Brandeis University received US Patent No. 6,680,377, “Nucleic acid-based detection.” The patent covers methods for simultaneously detecting the presence and quantity of one or more different compounds in a sample using aptamer beacons — oligonucleotides that have a binding region that can bind to a non-nucleotide target molecule, such as a protein, a steroid, or an inorganic molecule. New aptamer beacons having binding regions configured to bind to different target molecules can be used in solution-based and solid, array-based systems. The aptamer beacons can be attached to solid supports, e.g., at different predetermined points in two-dimensional arrays.

Biocrystal of Westerville, Ohio, received US Patent No. 6,680,211, “Fluorescent nanocrystal-embedded microspheres for fluorescence analysis.” The patent covers a fluorescent microsphere comprised of fluorescent nanocrystals embedded in a polymeric microsphere; a kit prepared from the fluorescent microspheres; and a method of producing the fluorescent microspheres by swelling the polymeric microsphere so that into its pores can enter fluorescent nanocrystals, and then unswelling the polymeric microspheres so that the fluorescent nanocrystals become physically entrapped in the pores of the unswelled polymeric microsphere.

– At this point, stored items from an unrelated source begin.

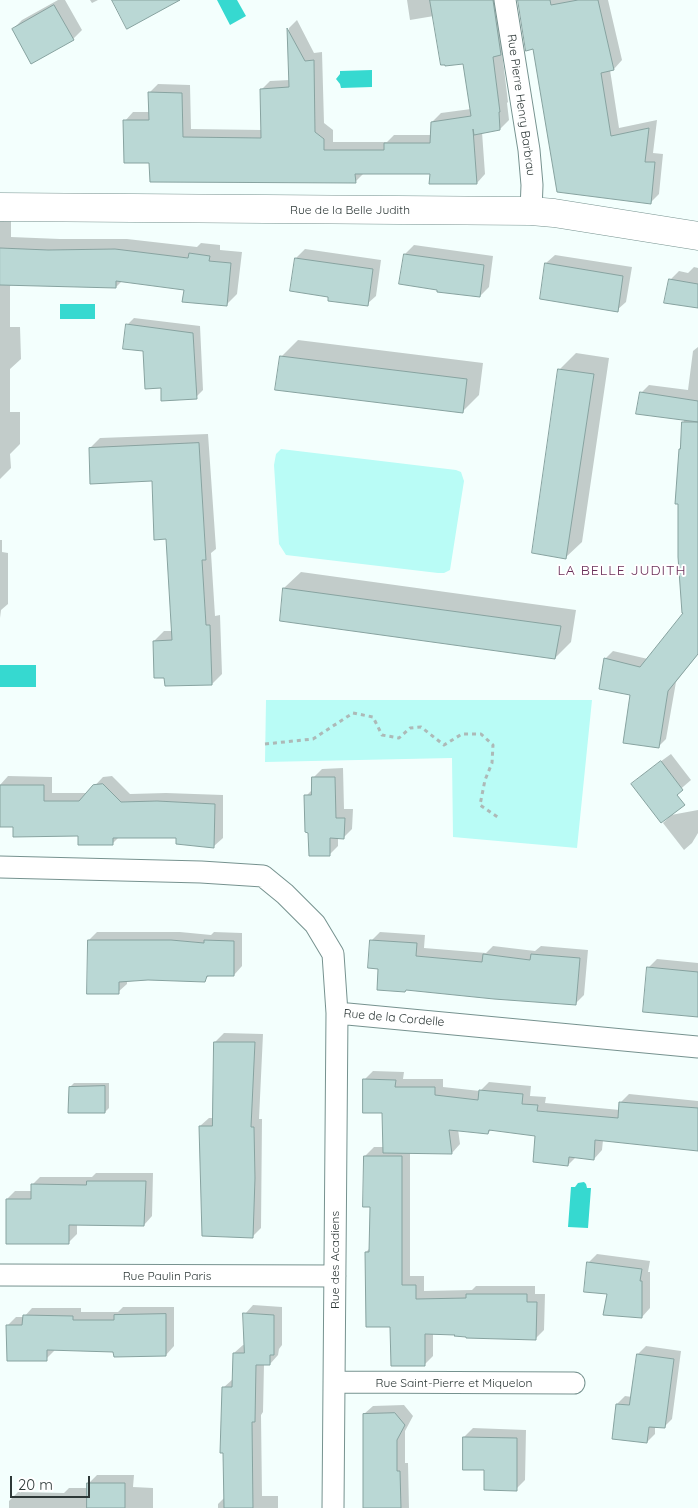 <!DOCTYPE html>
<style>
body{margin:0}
#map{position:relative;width:698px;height:1508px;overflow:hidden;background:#f3fffd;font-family:Quicksand,sans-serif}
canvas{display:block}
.scale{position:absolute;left:10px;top:1476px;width:80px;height:22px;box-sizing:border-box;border:2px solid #2d3837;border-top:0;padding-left:6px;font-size:15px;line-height:18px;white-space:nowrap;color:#2d3837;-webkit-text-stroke:4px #fff;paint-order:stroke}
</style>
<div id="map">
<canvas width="698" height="1508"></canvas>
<div class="scale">20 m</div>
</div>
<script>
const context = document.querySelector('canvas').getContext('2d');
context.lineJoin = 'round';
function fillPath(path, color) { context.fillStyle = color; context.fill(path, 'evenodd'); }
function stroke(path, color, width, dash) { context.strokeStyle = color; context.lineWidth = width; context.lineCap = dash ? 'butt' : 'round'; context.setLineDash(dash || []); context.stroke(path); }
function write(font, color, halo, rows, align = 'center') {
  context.font = font + ' Quicksand,sans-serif'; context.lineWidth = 4; context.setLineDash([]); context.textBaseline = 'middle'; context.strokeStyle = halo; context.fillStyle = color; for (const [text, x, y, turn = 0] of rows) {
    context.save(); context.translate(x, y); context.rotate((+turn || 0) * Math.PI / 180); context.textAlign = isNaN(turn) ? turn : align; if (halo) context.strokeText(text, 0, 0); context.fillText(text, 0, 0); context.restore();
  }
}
fillPath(new Path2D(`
 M281,449L456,470L461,472L464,481L450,570L444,573H438L286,555L279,544L274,465L276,454Z
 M266,700H592L577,848L453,837L452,758L265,762Z`), '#b9fcf6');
fillPath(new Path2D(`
 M217,0H237L246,16L230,25Z
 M372,70V87L341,88L340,84L336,79L340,74V71Z
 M60,304H95V319H60Z
 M0,665H36V687H0Z
 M584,1182L586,1184L587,1188H591L588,1228L568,1227L571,1187H575L578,1183Z`), '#36d9d0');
fillPath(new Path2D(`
 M58,0H65L82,30L73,39L13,29L22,20Z
 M90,0H98L92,3Z
 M407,0H502L509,45L502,52L508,102L507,103L509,120L500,129L482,132L485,174L477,183L431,173H364L355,182L150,162L125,121L133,112H150L149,93L158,84L190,85L191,129L262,130L261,90L270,81L290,80L289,28L297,20L314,53L322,52L324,123L333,130V142H387L394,135H432V122L441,113L471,109L464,62L434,16L410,20Z
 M519,0H608L622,60L614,69L610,70L619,128L657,120L653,153L663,154L659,194L650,203L534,48Z
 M0,219H11V237L60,239H127L197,247L201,243L220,245V250L242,252L237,294L226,305L186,289L122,281L116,287L12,284L10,286V327H20L21,359L10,369V412H20V444L10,454L11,468L0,479Z
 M414,245L493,256L489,287L480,296L405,254Z
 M305,249L381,260L376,296L367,304L296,258Z
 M555,255L632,267L626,302L617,310L546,263Z
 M694,267L698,268V306L670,280L679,271L688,273Z
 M134,318L200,326L203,390L196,397L162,387L144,349L127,325Z
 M298,340L483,363L479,395L462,412L281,357Z
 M698,347V654L676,682L666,739L658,747L631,694L605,659L613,651L648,659L683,615L679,503L677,502L684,419L641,393L649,385L688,390L693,351Z
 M576,353L609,358L582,542L565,558L560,369Z
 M208,434L216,549L211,553L215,616L220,615L222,674L212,684L154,641L164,631H172L167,538L153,480L90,448L100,438Z
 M0,540H2V552L8,553V604L1,610L0,618Z
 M301,572L576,610L571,642L555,658L284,588Z
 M671,754L691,780L654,812L633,784L642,775Z
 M343,768L344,809H353L352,829L343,838H338V846L329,855L306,796L313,789L314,777L322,769Z
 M8,776L52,777V793H88L103,777L112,776L130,794L166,793L223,795V838L214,846L178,836L119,837L113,843L79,835L15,825L0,826V785Z
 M698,810V833L692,843L684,850L663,823L671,815Z
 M97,932H180L211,935L214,932L242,933V966L234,975H210L204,980H127V984L118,992L89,940Z
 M380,932L425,935L424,948L486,953L493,946L535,951L541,946L588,950L584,995L576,1003L379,968L371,941Z
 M657,959L698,963V1016L648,968Z
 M224,1033L263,1034L259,1119H262L261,1228L253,1236L200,1126L209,1118H214L215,1042Z
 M373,1071L404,1072L403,1079H443V1087L480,1091L489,1082L531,1086L530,1096L546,1097L545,1103L620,1110L621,1102L629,1094L698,1101V1150L603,1140L602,1150L594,1159L576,1157L568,1165L537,1134L492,1129L488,1133L458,1129L460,1144L452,1153L410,1152V1276H424V1291L472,1290L476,1286H535V1294H545L544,1330L535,1339L433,1333V1356L424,1365L391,1325L366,1252L371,1247L372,1206L365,1156L374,1147H384L383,1112L364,1080Z
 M74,1083H109V1108L105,1112L70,1087Z
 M96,1173H153L152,1216L144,1225L77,1224V1234L69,1242L7,1199L15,1191H32V1185L40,1177H92Z
 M597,1254L650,1261L648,1272H650V1308L642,1317L608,1293L588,1263Z
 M253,1305L282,1307V1345L279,1349L278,1355L270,1364H264L263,1412L261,1415L262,1496H278V1508H218V1504L225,1497L223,1388L233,1379L234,1353L243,1345H245V1314Z
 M123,1307H174V1346L166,1355L55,1349L54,1351L46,1359L8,1325L16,1317H24L32,1308H81V1312H118Z
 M646,1346L681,1351L672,1419L664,1427L655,1426V1434L647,1442L617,1404L625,1396L632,1397L638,1354Z
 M404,1405L413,1416L405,1431V1463H408L409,1508H365L364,1414L373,1406Z
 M473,1428L526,1430L525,1480L516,1489L464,1437Z
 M97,1475H134L133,1487L153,1488V1508H9V1501L18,1492L64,1493L69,1488H88V1484Z`), '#0003');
const building = new Path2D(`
 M112,0H180L127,29Z
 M430,0H493L501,55L493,57L500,112H499L500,130L474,135L473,129L477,184H429L430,174H355L356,183L150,182L149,163H124L123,120H149L148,92L182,93L183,137L261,138L260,89L289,87L287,28L305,61L314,60L315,132L324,139V150H384V143H430L431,122L471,116L463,64L445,66V65H441Z
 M518,0H550L551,5L578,0H598L614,70L601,73L611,136L649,128L645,162H655L651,204L557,192L533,49L526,51Z
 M54,5L74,40L31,64L12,29Z
 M0,248L48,250L115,249L188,258L189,253L210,256L209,261L231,263L227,306L182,302L184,290L116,281V288L0,285Z
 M404,254L484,265L480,297L437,292V290L399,284Z
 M295,258L373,269L368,306L328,301V297L290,291Z
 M545,263L623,276L618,312L540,299Z
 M669,279L698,284V308L664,303Z
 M126,324L193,333L197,399L161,401V388L145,389L143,351L123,349Z
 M280,356L467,379L463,413L275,390Z
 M558,369L594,374L566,559L532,553Z
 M640,392L698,401V422L636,414Z
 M682,422H698V654L668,691L659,748L623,743L630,695L599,689L604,658L640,667L683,613H682L678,557V504H675L679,449H680Z
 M199,443L206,560H202L206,625H210L212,685L165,686L164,678H154L153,641L172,640L166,539L154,540L152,481L90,484L89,448Z
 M283,588L561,626L555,659L280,621Z
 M661,761L683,790L677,795L685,805L661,823L631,784Z
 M312,777H335L336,818H345L344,839L330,838V856H309L308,833L305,832L304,795H311Z
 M103,784L121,802L157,801L215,804L214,848L176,844V838H113V845H78V836L13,837V827H0V785H44V801H79L93,785Z
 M88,940H171L204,943V940L234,941V976H207L205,982L148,980L119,982V994H87Z
 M370,940L417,943L416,956L482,962L483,954L530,960L531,954L580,958L576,1005L494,999L406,990L405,992L377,990L378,969L368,968Z
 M647,967L698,972V1017L643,1012Z
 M214,1042H255L251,1127H254L255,1178L253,1238L202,1236L199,1126H212Z
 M363,1079L396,1080L395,1087H435V1095L478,1100L479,1090L523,1094L522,1104L538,1105L537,1111L618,1118L619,1102L698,1108V1151L595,1140L594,1160L569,1157L568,1166L533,1162L535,1136L489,1130L488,1134L449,1130L452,1154L383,1153L382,1113H363Z
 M105,1086V1113H68L69,1087Z
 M364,1156H402V1285H416V1299L466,1298V1294H527V1302H537L536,1340L466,1338V1337L454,1336L455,1335L425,1334V1366H391L390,1327H366L365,1252H369L370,1207H363Z
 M87,1181H146L144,1226L69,1225V1244H6V1199H31V1184L86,1185Z
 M587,1262L642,1269L640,1281H642V1318L603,1315L607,1294L584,1292Z
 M243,1313L274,1315V1355H270V1365H256L255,1422H252L253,1508H224L223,1453H220L222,1387H232L233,1353H244Z
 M166,1314V1356L114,1357L113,1352L47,1350V1361H7L6,1325H22L23,1315L73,1316V1320H114V1315Z
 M637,1354L674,1359L665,1428L649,1427L647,1443L612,1439L616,1404L629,1405Z
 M395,1413L405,1425L397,1440V1471H400L401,1508H363V1414Z
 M463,1437L517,1438V1491L484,1490V1470H463Z
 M87,1483H125V1508H87Z`);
fillPath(building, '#bad8d5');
stroke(building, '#87a3a0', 1);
const street = new Path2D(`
 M505,0L529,150L532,185L531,211
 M0,867L201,872L263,876L285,894L315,924L333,954L337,1013L698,1047
 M0,1275L335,1276
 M334,1382L574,1383
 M333,1508L337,1013`);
const secondary = new Path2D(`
 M0,207L531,211L554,213L698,236`);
stroke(street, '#76928f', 23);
stroke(secondary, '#76928f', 29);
stroke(new Path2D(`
 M265,744L313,739L353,713L373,717L382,735L399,738L410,728L421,727L444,745L462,734H481L493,745L492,763L485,780L480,805L499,818`), '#adb9b7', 3, [4, 4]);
stroke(street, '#fff', 21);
stroke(secondary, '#fff', 28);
write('12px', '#2d3837', '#fff', [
 ["Rue Pierre Henry Barbrau",521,105,82],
 ["Rue de la Belle Judith",350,210],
 ["Rue de la Cordelle",394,1018,5],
 ["Rue des Acadiens",335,1260,-90],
 ["Rue Paulin Paris",167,1276],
 ["Rue Saint-Pierre et Miquelon",454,1383]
]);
context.letterSpacing = '1px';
write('14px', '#6b305a', '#fff', [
 ["LA BELLE JUDITH",622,571]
]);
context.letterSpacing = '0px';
</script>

Also provided is a method of using the fluorescent microspheres comprising an affinity ligand for determining the presence or absence of a predetermined number of analytes in a sample by contacting the sample with the fluorescent microspheres, and detecting the fluorescence signal pattern of excited fluorescent microspheres bound to one or more analytes of the predetermined number of analytes, if present in the sample.

Aspira Biosystems of South San Francisco received US Patent No. 6,680,210, “Compositions and methods for capturing, isolating, detecting, analyzing, and quantifying macromolecules.” The patent provides compositions useful for capturing, isolating, detecting and/or quantifying macromolecules in a sample, and methods for making and using them. Generally, the imprint compositions comprise a matrix that defines an imprint of a macromolecule of interest.